The materials may be metals and oxide ceramic or carbide
materials.
[0015] DE 10 2005 008 569 A1, for example, describes that a
self-fluxing nickel-based powder alloy is applied onto the brake
disc by thermal spraying, since in this manner a certain basic
adhesion would already be present before melting. After adjusting
the brake disc to size, i.e. before thermal coating, the areas to
be coated would merely be sand-blasted in order to increase surface
roughness, so meaning that good conditions would appear to be
achievable for good adhesion of the sprayed layer. DE 10 2009 003
161 A1 discloses that a light metal brake disc has a thermally
sprayed layer applied by means of PTWA (plasma transfer wire arc).
The sprayed layer, i.e. the thermally insulating friction layer, is
formed from a metal alloy comprising nanocrystals.

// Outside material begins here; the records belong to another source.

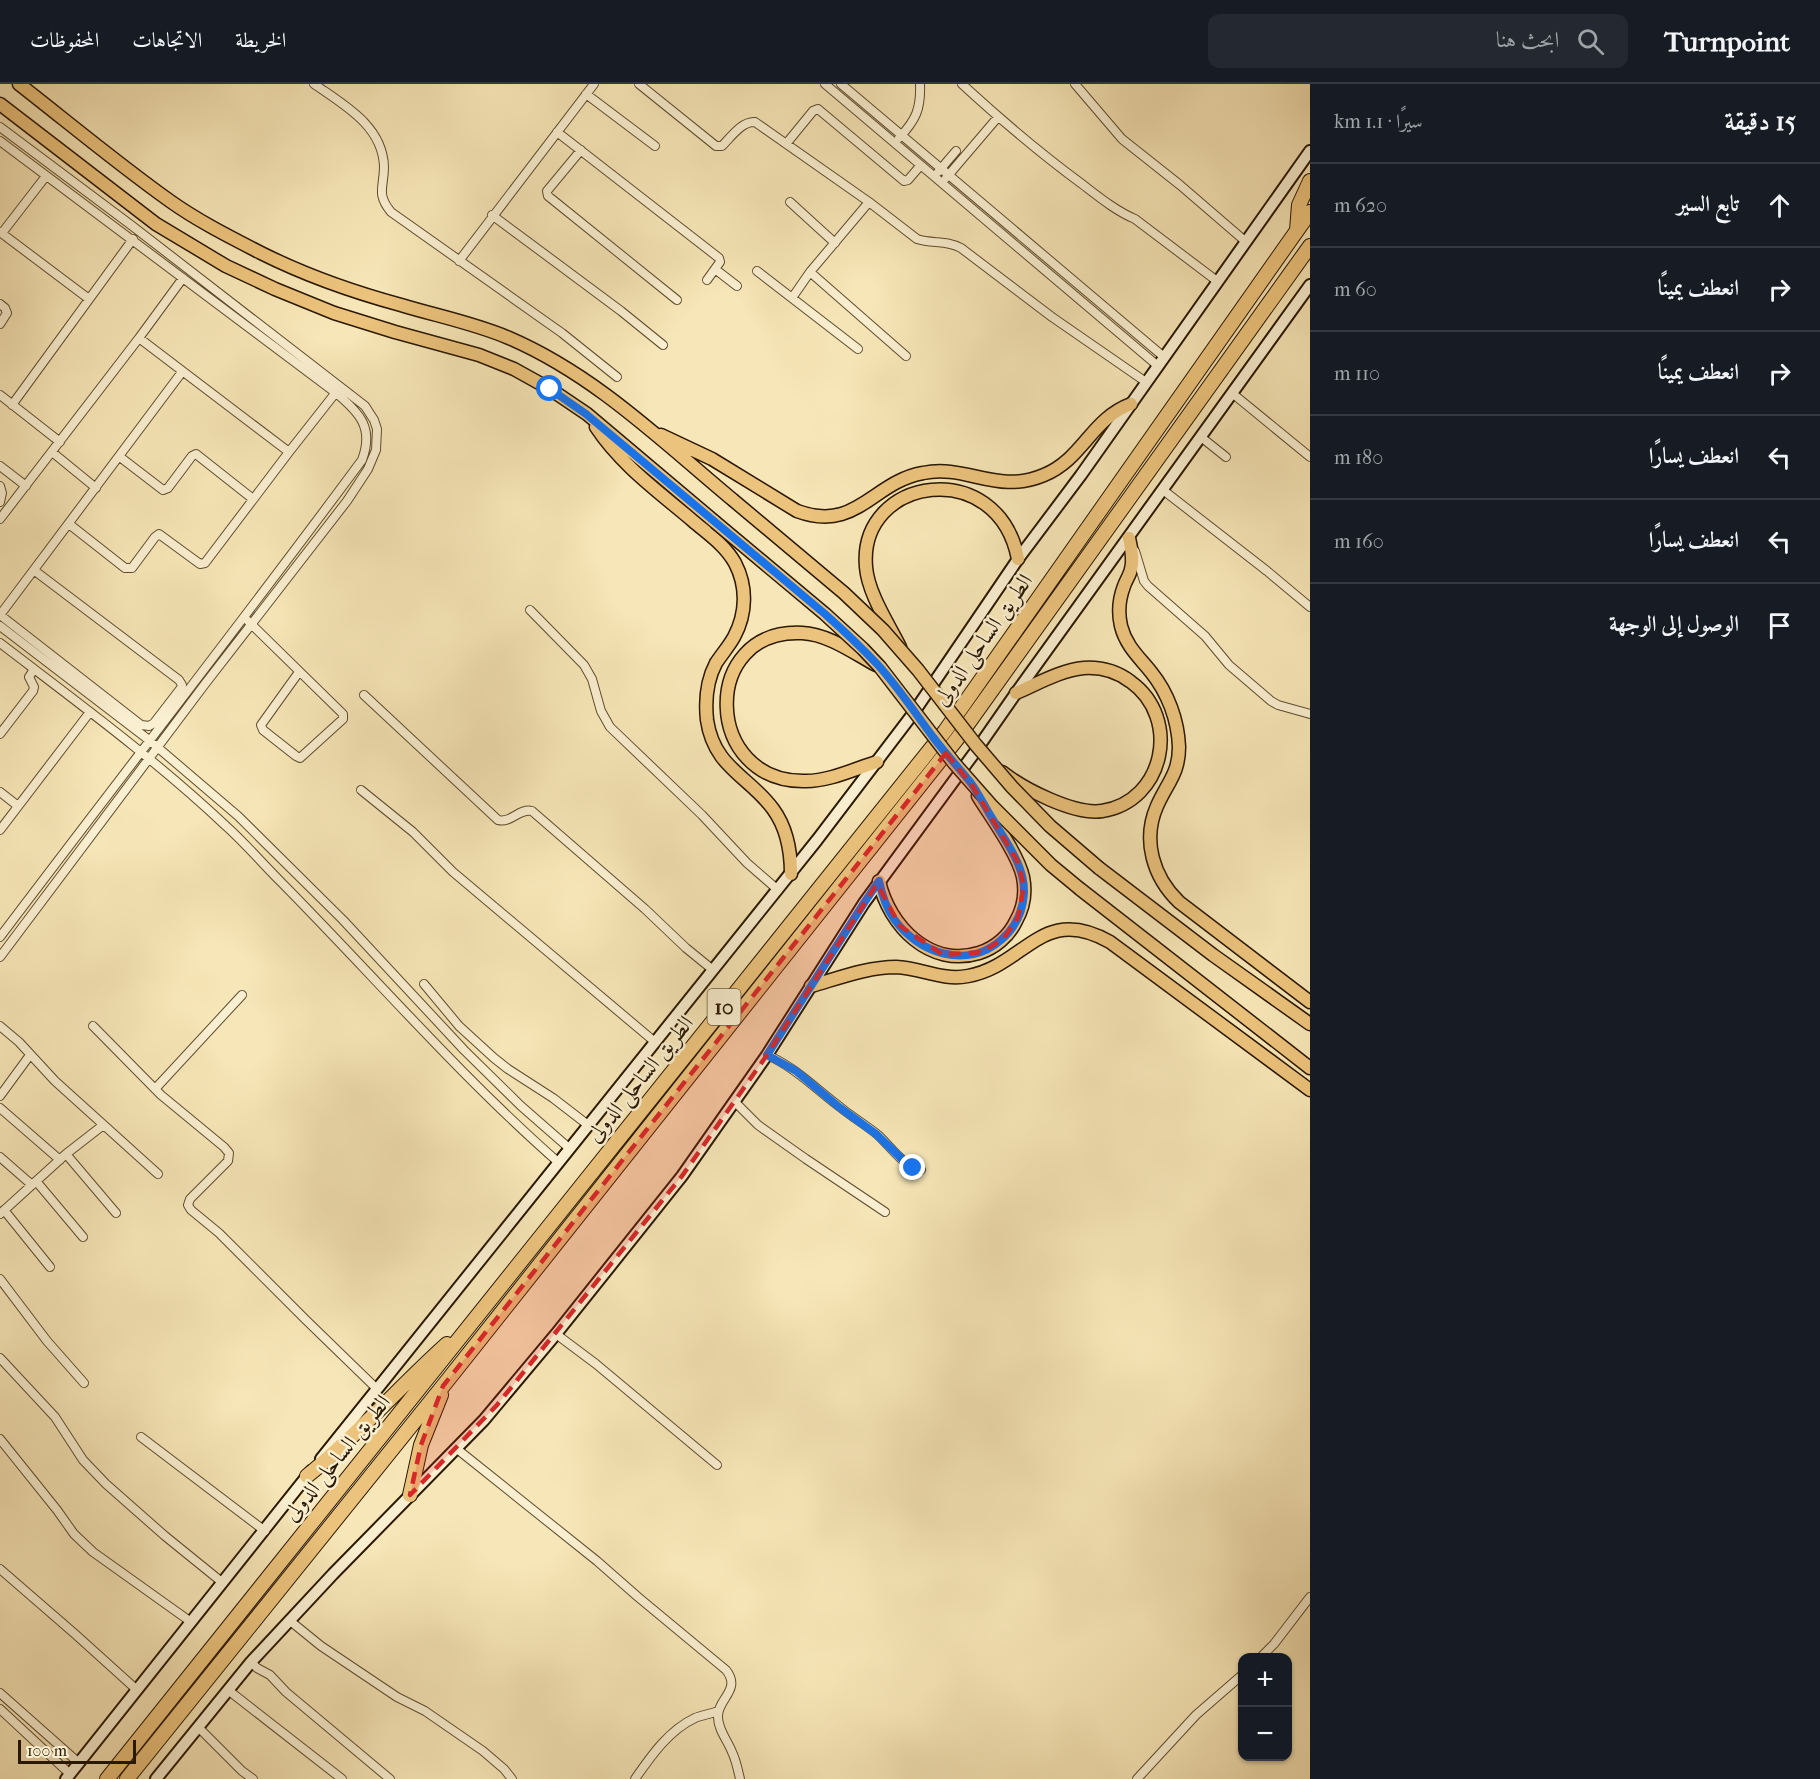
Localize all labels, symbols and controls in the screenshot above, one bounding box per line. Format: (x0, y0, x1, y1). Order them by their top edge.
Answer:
search box (1208, 14, 1628, 68)
icon: search (1574, 25, 1607, 58)
text: Turnpoint (1664, 25, 1790, 58)
text: ابحث هنا (1496, 27, 1559, 53)
text: المحفوظات (30, 28, 99, 52)
text: الاتجاهات (132, 28, 202, 52)
text: الخريطة (235, 28, 286, 52)
text: 15 دقيقة (1725, 106, 1796, 137)
text: سيرًا · 1.1 km (1334, 110, 1423, 133)
icon: ahead (1763, 189, 1796, 222)
text: تابع السير (1677, 191, 1739, 217)
text: 620 m (1334, 194, 1387, 217)
icon: right (1763, 273, 1796, 306)
text: انعطف يمينًا (1658, 275, 1739, 301)
text: 60 m (1334, 278, 1377, 301)
icon: right (1763, 357, 1796, 390)
text: انعطف يمينًا (1658, 359, 1739, 385)
text: 110 m (1334, 362, 1380, 385)
route start (536, 375, 562, 401)
icon: left (1763, 441, 1796, 474)
text: انعطف يسارًا (1649, 443, 1739, 469)
text: 180 m (1334, 446, 1383, 469)
icon: left (1763, 525, 1796, 558)
text: انعطف يسارًا (1649, 527, 1739, 553)
text: 160 m (1334, 530, 1384, 553)
street label: الطريق الساحلى الدولى (928, 569, 1041, 713)
icon: arrive (1763, 609, 1796, 642)
text: الوصول إلى الوجهة (1609, 611, 1739, 637)
road number: 10 (708, 989, 740, 1025)
street label: الطريق الساحلى الدولى (581, 1010, 701, 1149)
route end (899, 1154, 925, 1180)
street label: الطريق الساحلى الدولى (278, 1389, 398, 1528)
map controls (1238, 1653, 1292, 1761)
button: + (1238, 1653, 1292, 1707)
button: − (1238, 1707, 1292, 1761)
scale bar (18, 1737, 136, 1764)
text: 100 m (27, 1741, 67, 1760)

[0016] Electrodeposited Ni plus SiC reinforcing layers are
furthermore known from the literature. These layers are very
complex to produce. In the electrodeposition method, the entire
component must be coated for example with chromium or nickel or Ni
plus hard material particles. Not only electrodeposited coatings of
this kind but also thermally sprayed coatings perform rather poorly
in salt spray testing: for instance, creepage under thermally
sprayed layers cannot reliably be prevented even with additional
sealing methods.
[0017] Abrasion between the brake lining and brake disc gives rise
to particulate emissions, i.e. fine dust. In addition to the fine
dust problem, however, the visual effect of rusted brake discs in
combination with costly aluminum wheel rims is also of
significance. It is known that approximately 70% of the fine dust
particles originate from the gray cast iron disc material. These
wear particles, which also originate from the brake pads, have a
very high temperature of up to 700.degree. C. when they come into
contact with the aluminum wheel rim. In so doing, they can easily
burn into the clear coat on the aluminum surface and removing the
gray-black deposit is very difficult even in a washing installation
and with application of considerable effort. Squealing or rubbing
when brake linings are rusted tight after an extended standstill
are additionally considered troublesome.
[0018] Neither the electrodeposited coating nor the thermally
sprayed coating permit the production of friction linings which
combine long-term corrosion resistance with sufficient wear
resistance and an optimum coefficient of friction. Due to these
shortcomings of the known methods, there is a requirement for a
suitable coating which not only meets all the requirements for
reliable functioning of the component with minimum manufacturing
costs, but may at the same time also be integrated into the
manufacturing chain in the production of Al brake discs.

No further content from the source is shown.